Abstract
Rationale
Higher doses of benzodiazepines induce sedation. However, in low to moderate doses, benzodiazepines can increase aggressive behavior both after acute and chronic administration. The determinants for increasing aggression after chronic intake of flunitrazepam, a so-called date rape drug, in violence-prone individuals are incompletely understood.
Objectives
The aim of this study is to assess the effects of acute and chronic treatment with flunitrazepam on male aggression in resident rats. We also examined possible changes in binding to benzodiazepine receptors throughout the brain of rats that display aggressive behavior after repeated flunitrazepam treatment using quantitative receptor autoradiography.
Materials and methods
The behaviors of the male Wistar resident rats (n = 35) toward a male intruder were recorded for 10 min twice a week. The salient aggressive and non-aggressive elements in the resident rat’s behavior were analyzed. Initially, the dose-dependent effects of flunitrazepam (0.01, 0.03, 0.1, 0.18, and 0.3 mg/kg) or vehicle were determined in all rats; subsequently, 0.3 mg/kg per day flunitrazepam was administered for 42 days (n = 15), and a parallel group was treated with vehicle (n = 20). After the chronic treatment, the flunitrazepam (0, 0.01, 0.03, 0.1, 0.18, and 0.3 mg/kg) effects were again assessed.
Results
The most significant finding is the escalation of aggression after chronic treatment with flunitrazepam. A previously sedative 0.3 mg/kg dose of flunitrazepam engendered very high levels of attack bites, sideways threats, and aggressive postures (total aggression) after 6 weeks of daily administration.

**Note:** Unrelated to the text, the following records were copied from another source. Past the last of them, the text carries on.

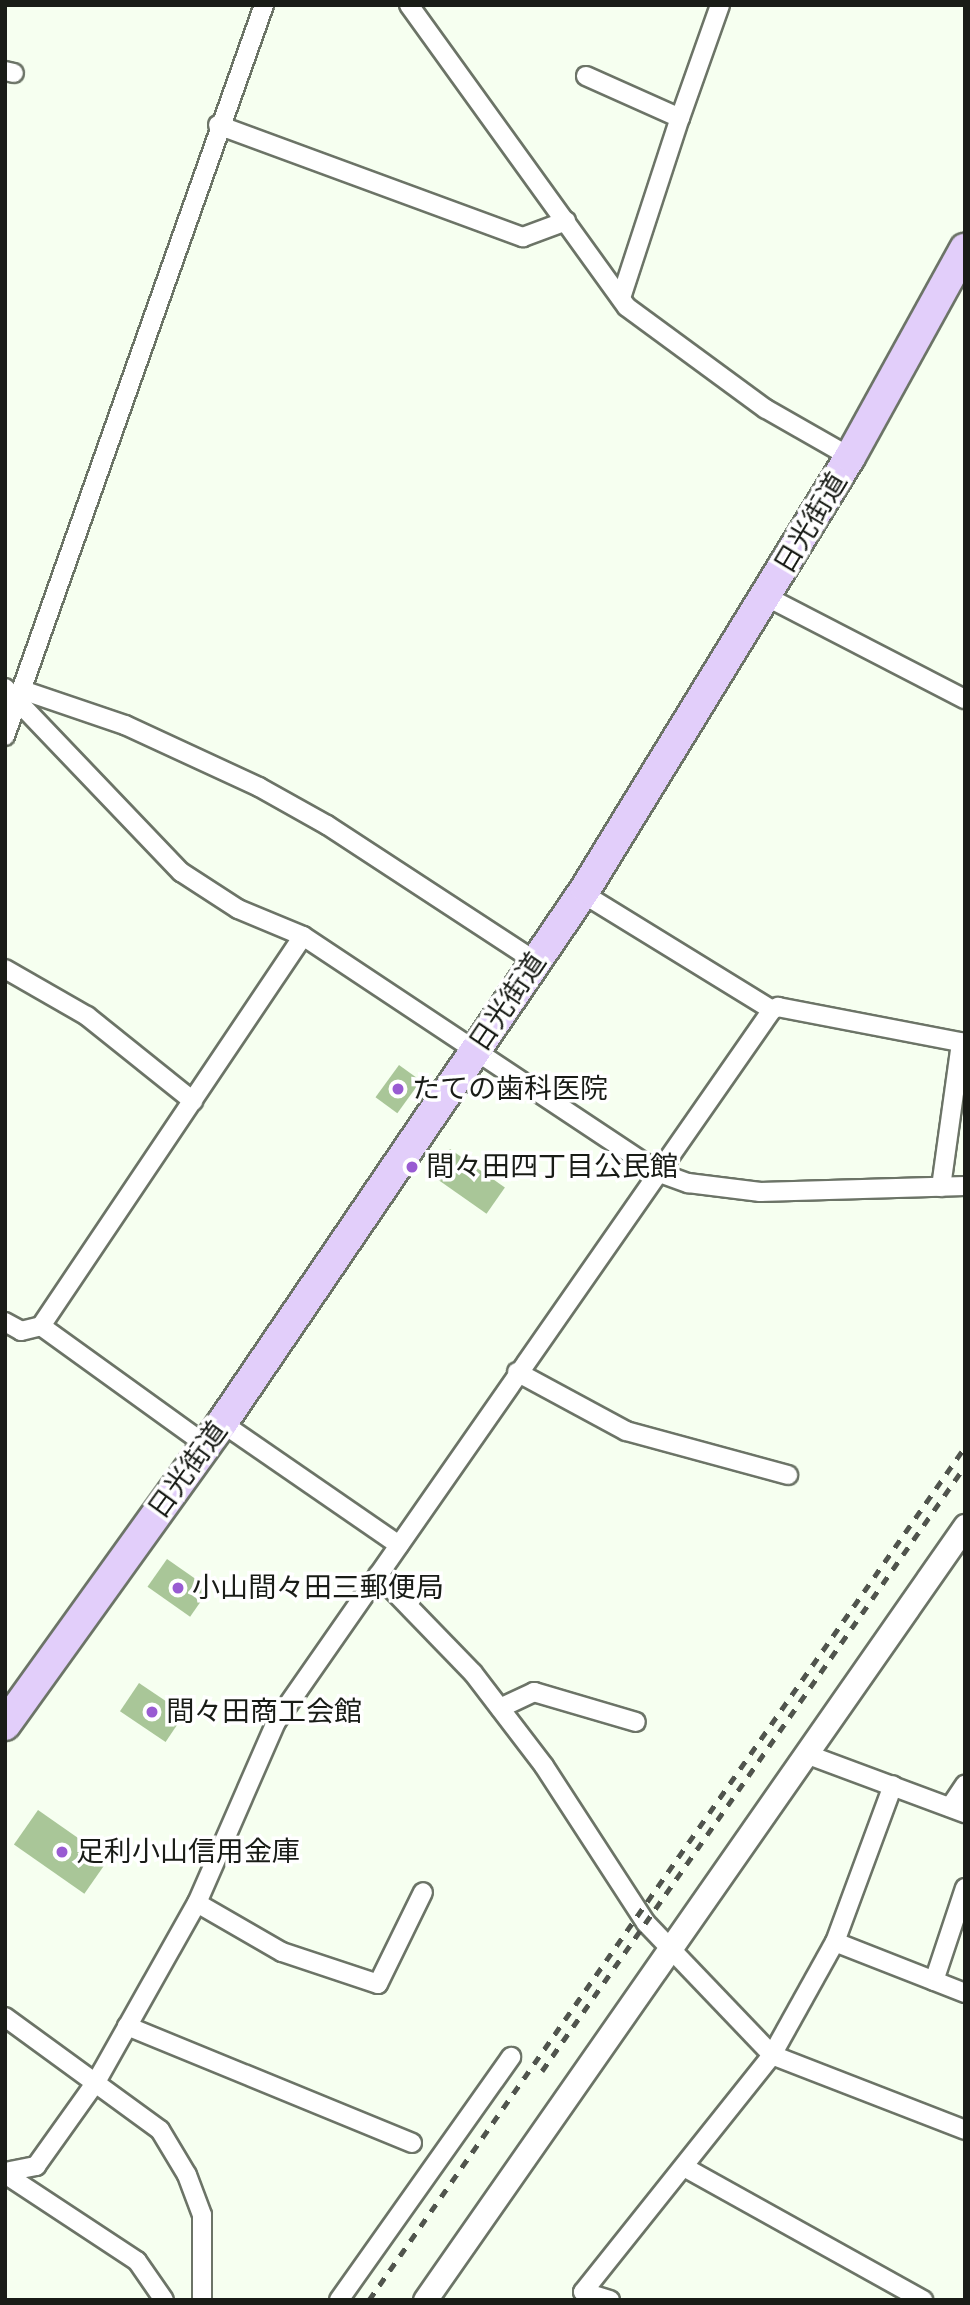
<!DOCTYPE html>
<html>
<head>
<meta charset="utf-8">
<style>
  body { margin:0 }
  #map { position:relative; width:970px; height:2305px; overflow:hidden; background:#f6fff0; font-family:"Zilla Slab","Noto Sans JP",serif }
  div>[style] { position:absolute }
  .building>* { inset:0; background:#a9c698; transform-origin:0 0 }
  .roads { filter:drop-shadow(2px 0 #6c7467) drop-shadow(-2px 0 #6c7467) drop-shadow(0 2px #6c7467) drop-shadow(0 -2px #6c7467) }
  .minor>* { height:18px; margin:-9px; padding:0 9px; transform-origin:9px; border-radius:9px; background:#fff }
  .tertiary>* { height:23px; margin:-11.5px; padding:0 11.5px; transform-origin:11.5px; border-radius:11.5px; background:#fff }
  .trunk>* { height:30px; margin:-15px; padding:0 15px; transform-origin:15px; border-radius:15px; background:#e2cefa }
  .rail>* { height:5px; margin-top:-2.5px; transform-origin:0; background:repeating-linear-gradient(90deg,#50544d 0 9px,transparent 0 18px) }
  .dots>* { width:19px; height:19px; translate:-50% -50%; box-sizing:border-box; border:4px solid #fff; border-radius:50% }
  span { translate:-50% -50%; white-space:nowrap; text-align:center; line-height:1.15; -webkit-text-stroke:7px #fff; paint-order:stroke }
  .street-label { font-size:28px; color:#191c17 }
  .poi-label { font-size:28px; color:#191c17 }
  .left { translate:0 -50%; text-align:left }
  .frame { position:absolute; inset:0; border:7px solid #191c17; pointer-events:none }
</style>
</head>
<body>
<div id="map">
  <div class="building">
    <div style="left:399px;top:1065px;width:27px;height:40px;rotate:36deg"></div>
    <div style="left:450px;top:1149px;width:67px;height:32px;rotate:35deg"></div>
    <div style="left:167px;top:1559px;width:52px;height:34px;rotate:35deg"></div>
    <div style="left:139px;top:1683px;width:55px;height:34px;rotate:34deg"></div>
    <div style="left:38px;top:1810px;width:86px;height:42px;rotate:35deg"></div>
  </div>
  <div class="roads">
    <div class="minor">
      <div style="left:409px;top:5px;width:372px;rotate:54.2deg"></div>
      <div style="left:627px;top:307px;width:172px;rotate:36.3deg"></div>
      <div style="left:766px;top:409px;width:97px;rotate:29.7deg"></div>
      <div style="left:5px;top:71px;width:9px;rotate:13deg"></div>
      <div style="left:586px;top:76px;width:103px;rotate:24.1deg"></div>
      <div style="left:680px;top:118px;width:120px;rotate:-70.5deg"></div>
      <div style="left:218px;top:125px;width:325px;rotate:20.2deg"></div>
      <div style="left:523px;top:237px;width:46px;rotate:-20.4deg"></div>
      <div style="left:621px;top:298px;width:189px;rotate:-71.9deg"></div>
      <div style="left:767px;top:597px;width:223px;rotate:27.3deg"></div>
      <div style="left:5px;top:688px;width:255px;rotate:46.3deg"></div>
      <div style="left:181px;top:872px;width:68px;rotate:33deg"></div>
      <div style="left:238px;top:909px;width:70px;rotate:22.6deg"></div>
      <div style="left:303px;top:936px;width:429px;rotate:33.6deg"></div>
      <div style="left:660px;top:1173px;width:30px;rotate:20deg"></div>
      <div style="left:688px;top:1183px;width:73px;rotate:7.1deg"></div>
      <div style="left:760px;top:1192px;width:205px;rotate:-1.7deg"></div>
      <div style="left:22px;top:690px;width:109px;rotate:18.8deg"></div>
      <div style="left:125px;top:725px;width:148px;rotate:24.8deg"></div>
      <div style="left:259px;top:787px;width:78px;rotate:29.2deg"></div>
      <div style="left:327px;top:825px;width:250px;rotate:33.2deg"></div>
      <div style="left:5px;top:736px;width:776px;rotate:-70.49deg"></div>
      <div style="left:582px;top:893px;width:223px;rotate:31.6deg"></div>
      <div style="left:5px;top:969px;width:95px;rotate:29.8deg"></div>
      <div style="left:87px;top:1016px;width:136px;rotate:38.7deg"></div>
      <div style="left:941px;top:1187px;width:146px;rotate:-82.1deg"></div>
      <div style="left:5px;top:1322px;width:18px;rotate:29deg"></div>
      <div style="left:21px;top:1331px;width:21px;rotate:-14deg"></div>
      <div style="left:517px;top:1372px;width:124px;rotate:28.4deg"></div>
      <div style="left:626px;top:1431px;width:168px;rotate:15.2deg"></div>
      <div style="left:222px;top:1423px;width:215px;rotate:34.6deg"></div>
      <div style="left:206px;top:1445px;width:203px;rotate:-144.2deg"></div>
      <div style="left:41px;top:1326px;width:470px;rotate:-56.1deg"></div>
      <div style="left:378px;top:1575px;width:136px;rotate:45.9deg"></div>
      <div style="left:473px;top:1673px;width:117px;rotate:52.6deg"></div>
      <div style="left:544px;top:1766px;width:187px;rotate:57deg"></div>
      <div style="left:646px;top:1923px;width:182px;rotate:46.3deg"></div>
      <div style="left:772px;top:2055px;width:207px;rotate:21.2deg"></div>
      <div style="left:500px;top:1708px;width:38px;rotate:-25deg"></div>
      <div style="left:534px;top:1692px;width:106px;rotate:16.4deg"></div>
      <div style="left:806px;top:1754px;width:170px;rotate:20.4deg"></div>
      <div style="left:950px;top:1807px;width:27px;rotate:-56deg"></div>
      <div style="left:197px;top:1903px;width:98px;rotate:30deg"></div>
      <div style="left:282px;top:1952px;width:101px;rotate:18.4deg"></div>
      <div style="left:378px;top:1984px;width:102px;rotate:-63.9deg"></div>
      <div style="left:835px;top:1942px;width:140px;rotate:21.4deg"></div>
      <div style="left:934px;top:1981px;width:98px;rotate:-71.6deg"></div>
      <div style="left:5px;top:2017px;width:192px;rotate:36.1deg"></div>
      <div style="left:160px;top:2130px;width:52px;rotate:59deg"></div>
      <div style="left:187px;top:2175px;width:43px;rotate:69.4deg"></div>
      <div style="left:202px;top:2215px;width:85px;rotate:90deg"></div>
      <div style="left:127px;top:2026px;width:308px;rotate:22.3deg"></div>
      <div style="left:684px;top:2167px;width:274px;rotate:29.1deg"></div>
      <div style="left:5px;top:2172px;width:32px;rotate:-11deg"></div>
      <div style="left:36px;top:2166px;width:103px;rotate:-54.5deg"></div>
      <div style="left:96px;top:2082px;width:206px;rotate:-60.6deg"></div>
      <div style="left:197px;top:1903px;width:197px;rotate:-66.4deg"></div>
      <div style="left:276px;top:1722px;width:868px;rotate:-55.14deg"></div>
      <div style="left:772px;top:1010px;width:7px;rotate:-27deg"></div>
      <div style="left:778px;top:1007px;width:190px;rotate:10.9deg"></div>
      <div style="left:5px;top:2174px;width:158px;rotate:33.4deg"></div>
      <div style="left:137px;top:2261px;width:47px;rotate:55.3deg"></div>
      <div style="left:339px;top:2300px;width:298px;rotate:-54.7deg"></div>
      <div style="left:610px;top:2300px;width:28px;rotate:-163deg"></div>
      <div style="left:583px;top:2292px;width:303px;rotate:-51.4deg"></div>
      <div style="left:772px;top:2055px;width:129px;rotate:-60.9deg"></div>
      <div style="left:835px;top:1942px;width:167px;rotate:-69.7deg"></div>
    </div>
    <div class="tertiary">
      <div style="left:425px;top:2300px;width:944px;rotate:-55.1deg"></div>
    </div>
    <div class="trunk">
      <div style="left:5px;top:1725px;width:372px;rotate:-54.3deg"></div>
      <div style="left:222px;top:1423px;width:647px;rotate:-55.77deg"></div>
      <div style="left:586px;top:888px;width:505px;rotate:-58.51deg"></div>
      <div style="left:850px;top:457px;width:238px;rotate:-61.1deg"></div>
    </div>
  </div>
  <div class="rail">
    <div style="left:542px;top:2071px;width:738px;rotate:-55.04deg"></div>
    <div style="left:369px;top:2300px;width:1041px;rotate:-55.06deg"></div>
  </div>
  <div class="dots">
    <div style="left:398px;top:1089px;background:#995bd2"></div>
    <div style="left:412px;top:1167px;background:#995bd2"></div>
    <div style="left:178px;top:1588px;background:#995bd2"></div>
    <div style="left:152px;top:1712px;background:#995bd2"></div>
    <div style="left:62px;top:1852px;background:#995bd2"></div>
  </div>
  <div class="street-label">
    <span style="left:811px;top:523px;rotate:-59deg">日光街道</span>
    <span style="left:508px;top:1002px;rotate:-56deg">日光街道</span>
    <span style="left:188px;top:1470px;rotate:-54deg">日光街道</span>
  </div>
  <div class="poi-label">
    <span class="left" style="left:412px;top:1089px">たての歯科医院</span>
    <span class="left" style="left:426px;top:1167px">間々田四丁目公民館</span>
    <span class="left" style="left:192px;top:1588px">小山間々田三郵便局</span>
    <span class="left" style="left:166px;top:1712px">間々田商工会館</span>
    <span class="left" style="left:76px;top:1852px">足利小山信用金庫</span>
  </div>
  <div class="frame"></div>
</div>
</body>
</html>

Individual differences emerged, and these were associated with decreased binding to benzodiazepine receptors, mainly in the limbic structures such as the cingulate cortex (cingulate areas 1 and 2) and caudate–putamen (posterior part) of aggressive animals, suggesting that these areas are pivotal in the control of emotional and aggressive behavior.
Conclusions
Chronic flunitrazepam produces changes in receptor binding in discrete areas of the cingulate cortex and caudate–putamen that are proposed to be part of the mechanisms for increased expression of aggressive behavior.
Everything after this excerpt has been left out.